Some food historians place the origins of cannoli in 827–1091 in Caltanissetta, Sicily, by the concubines of princes looking to capture their attention. This period marks the Arab rule of the island, known then as the Emirate of Sicily, giving rise to the theory that the etymology stemmed from the Arabic word qanawāt, 'tubes', in reference to their tube-shaped shells. During this time, the Arabs influenced Sicilian baking with the introduction of candied fruits, pistachios, and cinnamon. They also introduced the technique of combining nuts and fruits with sugar and honey.

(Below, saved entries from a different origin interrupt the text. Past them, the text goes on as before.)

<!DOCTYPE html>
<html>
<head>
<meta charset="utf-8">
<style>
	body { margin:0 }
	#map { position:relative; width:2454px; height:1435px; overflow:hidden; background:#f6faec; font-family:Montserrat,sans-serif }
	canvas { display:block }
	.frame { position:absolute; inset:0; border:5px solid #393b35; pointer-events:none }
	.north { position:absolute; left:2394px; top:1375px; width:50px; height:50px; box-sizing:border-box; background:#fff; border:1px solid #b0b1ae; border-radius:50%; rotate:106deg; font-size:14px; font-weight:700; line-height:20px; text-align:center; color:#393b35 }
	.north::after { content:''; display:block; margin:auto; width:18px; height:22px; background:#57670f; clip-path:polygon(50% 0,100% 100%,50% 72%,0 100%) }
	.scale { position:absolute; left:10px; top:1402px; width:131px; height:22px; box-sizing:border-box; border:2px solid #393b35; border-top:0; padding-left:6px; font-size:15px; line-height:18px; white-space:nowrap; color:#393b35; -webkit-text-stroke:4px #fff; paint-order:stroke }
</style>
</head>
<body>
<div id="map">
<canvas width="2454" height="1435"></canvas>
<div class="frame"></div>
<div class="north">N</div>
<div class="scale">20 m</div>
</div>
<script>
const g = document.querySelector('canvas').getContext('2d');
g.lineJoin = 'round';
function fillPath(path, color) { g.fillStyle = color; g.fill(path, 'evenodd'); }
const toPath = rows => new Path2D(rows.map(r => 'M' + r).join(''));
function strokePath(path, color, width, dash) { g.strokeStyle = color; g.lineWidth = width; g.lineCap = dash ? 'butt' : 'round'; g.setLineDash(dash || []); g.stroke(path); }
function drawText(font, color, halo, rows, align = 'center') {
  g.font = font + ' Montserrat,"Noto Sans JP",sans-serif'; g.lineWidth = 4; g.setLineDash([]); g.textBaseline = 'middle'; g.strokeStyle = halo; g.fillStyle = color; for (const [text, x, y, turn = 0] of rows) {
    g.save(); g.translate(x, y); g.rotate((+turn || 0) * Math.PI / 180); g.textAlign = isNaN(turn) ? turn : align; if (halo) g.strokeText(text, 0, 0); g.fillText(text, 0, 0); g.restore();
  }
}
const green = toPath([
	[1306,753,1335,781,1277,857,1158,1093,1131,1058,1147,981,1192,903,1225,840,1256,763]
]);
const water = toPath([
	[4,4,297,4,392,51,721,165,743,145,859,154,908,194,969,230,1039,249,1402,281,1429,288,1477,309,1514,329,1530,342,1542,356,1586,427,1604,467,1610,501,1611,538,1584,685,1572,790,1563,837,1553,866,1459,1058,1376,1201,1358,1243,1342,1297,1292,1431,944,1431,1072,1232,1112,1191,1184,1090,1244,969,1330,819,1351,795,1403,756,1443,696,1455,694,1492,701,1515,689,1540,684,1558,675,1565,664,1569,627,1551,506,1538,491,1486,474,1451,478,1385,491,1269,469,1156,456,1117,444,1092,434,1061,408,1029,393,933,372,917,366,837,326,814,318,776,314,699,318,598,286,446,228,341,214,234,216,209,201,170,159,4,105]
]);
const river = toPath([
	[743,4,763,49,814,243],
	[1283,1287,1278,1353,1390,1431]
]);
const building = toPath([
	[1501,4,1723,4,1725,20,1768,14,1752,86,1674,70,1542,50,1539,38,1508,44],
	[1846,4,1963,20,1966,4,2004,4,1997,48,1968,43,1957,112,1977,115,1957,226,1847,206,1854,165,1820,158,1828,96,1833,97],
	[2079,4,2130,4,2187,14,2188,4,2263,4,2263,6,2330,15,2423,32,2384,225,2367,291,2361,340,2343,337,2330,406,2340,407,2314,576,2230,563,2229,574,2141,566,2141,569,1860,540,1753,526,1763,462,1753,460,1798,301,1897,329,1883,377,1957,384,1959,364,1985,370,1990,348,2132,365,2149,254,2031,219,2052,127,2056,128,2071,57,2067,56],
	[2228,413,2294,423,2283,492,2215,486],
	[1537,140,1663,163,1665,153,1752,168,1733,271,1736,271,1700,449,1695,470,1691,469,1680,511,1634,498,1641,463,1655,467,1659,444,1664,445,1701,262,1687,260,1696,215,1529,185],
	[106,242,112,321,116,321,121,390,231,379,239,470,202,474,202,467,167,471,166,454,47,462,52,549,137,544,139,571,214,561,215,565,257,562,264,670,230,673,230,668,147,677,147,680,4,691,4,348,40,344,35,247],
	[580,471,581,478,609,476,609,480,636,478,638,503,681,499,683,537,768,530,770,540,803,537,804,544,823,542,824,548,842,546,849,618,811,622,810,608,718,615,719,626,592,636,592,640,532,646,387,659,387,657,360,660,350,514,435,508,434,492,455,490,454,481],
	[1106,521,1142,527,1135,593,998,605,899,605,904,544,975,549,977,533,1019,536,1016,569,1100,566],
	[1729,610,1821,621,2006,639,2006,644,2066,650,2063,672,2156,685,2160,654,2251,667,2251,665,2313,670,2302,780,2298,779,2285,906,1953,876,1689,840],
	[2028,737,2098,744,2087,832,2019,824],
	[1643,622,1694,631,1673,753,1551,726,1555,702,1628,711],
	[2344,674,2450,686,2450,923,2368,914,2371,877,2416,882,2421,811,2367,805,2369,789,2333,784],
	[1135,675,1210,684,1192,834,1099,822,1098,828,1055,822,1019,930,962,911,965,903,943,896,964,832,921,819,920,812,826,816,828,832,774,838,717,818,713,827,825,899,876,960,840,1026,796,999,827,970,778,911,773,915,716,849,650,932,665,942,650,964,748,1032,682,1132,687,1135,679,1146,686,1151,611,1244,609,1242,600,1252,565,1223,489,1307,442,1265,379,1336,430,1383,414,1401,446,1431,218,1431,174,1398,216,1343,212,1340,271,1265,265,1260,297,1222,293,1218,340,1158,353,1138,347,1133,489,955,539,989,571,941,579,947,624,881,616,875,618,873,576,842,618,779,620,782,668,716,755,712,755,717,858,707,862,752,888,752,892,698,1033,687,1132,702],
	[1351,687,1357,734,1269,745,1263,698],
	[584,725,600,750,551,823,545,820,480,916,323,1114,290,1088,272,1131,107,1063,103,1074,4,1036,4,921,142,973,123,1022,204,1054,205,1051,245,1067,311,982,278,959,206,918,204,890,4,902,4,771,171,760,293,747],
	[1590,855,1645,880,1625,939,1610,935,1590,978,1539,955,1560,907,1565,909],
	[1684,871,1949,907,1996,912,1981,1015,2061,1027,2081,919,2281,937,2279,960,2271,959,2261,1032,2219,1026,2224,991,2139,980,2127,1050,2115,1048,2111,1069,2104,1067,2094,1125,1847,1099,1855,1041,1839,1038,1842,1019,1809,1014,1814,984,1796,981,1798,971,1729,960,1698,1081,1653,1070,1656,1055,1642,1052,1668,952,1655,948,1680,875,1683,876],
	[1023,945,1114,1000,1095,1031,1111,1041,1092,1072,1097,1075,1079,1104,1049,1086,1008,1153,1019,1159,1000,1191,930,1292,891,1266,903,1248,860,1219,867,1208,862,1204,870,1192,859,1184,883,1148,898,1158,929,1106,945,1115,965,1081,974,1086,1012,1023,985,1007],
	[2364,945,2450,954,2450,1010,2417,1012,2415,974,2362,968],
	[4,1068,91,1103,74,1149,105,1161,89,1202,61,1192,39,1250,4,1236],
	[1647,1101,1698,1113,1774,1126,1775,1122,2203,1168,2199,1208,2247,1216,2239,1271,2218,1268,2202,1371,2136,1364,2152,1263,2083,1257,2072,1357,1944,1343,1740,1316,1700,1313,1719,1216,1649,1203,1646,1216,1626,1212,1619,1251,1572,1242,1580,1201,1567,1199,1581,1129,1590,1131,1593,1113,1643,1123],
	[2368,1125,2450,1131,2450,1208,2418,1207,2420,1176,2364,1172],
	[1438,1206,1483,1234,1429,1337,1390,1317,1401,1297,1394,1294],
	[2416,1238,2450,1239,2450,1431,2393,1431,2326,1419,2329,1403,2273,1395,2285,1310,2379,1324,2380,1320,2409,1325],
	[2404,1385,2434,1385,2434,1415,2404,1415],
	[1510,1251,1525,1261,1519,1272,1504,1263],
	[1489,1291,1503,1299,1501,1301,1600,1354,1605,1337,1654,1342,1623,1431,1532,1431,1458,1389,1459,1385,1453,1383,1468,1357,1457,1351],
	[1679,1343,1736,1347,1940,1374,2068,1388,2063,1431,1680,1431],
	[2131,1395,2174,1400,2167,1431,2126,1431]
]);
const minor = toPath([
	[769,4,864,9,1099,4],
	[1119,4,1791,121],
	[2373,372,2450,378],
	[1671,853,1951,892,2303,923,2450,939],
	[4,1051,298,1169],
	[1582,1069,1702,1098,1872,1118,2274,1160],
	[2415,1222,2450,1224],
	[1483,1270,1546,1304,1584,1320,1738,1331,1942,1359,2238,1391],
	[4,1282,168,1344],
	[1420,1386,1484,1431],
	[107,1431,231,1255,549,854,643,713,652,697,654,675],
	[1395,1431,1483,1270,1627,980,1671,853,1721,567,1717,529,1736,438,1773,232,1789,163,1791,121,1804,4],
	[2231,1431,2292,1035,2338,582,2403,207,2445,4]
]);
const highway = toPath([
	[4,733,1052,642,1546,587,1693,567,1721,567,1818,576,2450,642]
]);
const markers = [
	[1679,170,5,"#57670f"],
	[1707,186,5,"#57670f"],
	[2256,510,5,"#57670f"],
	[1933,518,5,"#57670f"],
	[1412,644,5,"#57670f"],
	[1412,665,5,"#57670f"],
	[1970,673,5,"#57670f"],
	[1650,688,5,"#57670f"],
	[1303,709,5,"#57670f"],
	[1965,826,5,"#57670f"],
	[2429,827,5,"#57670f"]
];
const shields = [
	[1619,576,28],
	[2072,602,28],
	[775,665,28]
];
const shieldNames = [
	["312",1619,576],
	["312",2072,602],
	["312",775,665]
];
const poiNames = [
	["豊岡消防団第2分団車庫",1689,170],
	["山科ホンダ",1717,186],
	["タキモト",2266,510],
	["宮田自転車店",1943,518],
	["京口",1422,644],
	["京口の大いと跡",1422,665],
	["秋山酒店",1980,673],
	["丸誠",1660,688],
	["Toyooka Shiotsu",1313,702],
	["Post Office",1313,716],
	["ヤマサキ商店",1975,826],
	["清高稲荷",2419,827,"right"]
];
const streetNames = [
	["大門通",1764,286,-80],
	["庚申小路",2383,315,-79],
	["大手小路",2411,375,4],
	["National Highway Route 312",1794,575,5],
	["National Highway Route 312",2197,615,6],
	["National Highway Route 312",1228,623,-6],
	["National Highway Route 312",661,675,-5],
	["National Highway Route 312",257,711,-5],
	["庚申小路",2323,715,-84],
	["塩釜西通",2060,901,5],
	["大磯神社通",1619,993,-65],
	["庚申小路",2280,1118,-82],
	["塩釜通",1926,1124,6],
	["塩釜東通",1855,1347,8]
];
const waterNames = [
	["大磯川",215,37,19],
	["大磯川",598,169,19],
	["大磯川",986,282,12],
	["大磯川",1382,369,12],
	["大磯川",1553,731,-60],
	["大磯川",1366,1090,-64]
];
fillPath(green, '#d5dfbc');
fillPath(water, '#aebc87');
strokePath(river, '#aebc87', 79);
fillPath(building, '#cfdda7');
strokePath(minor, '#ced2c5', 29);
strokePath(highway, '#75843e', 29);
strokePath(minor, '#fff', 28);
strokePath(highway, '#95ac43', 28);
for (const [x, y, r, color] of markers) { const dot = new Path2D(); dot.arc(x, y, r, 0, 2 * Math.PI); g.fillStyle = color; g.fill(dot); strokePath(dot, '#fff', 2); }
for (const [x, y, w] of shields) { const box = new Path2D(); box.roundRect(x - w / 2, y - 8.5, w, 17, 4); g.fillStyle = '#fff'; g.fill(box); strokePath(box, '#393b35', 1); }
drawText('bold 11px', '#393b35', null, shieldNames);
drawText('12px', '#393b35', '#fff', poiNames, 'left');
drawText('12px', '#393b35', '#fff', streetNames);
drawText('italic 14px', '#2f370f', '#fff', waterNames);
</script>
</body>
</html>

Gaetano Basile claims that cannoli come from the Palermo and Messina areas and were historically prepared as a treat during Carnival season. The dessert eventually became a year-round staple in Sicily.

What is certain is, as Salvatore Farina explains, that, "cannolo is a word of Latin origin – canneolus – and means the joint of a reed or cane, the artisan instrument used to roll the dough that was fried to make the characteristic shell, later filled with ricotta cream." Farina continues, "Probably, long ago, in the wild days of the Saturnali and the old style Carnival, street sellers prepared cannoli in the noisy and crowded public squares, filling the shell with a ricotta and honey cream. This is a confection that comes in natural portions, ideal for eating outside just as one does today with an ice cream cone."

Some similar desserts in Middle Eastern tradition include "Zaynab's fingers" (أصابع زينب), which are filled with nuts, and qanawāt (قنوات), deep-fried dough tubes filled with various sweets, which were a popular pastry.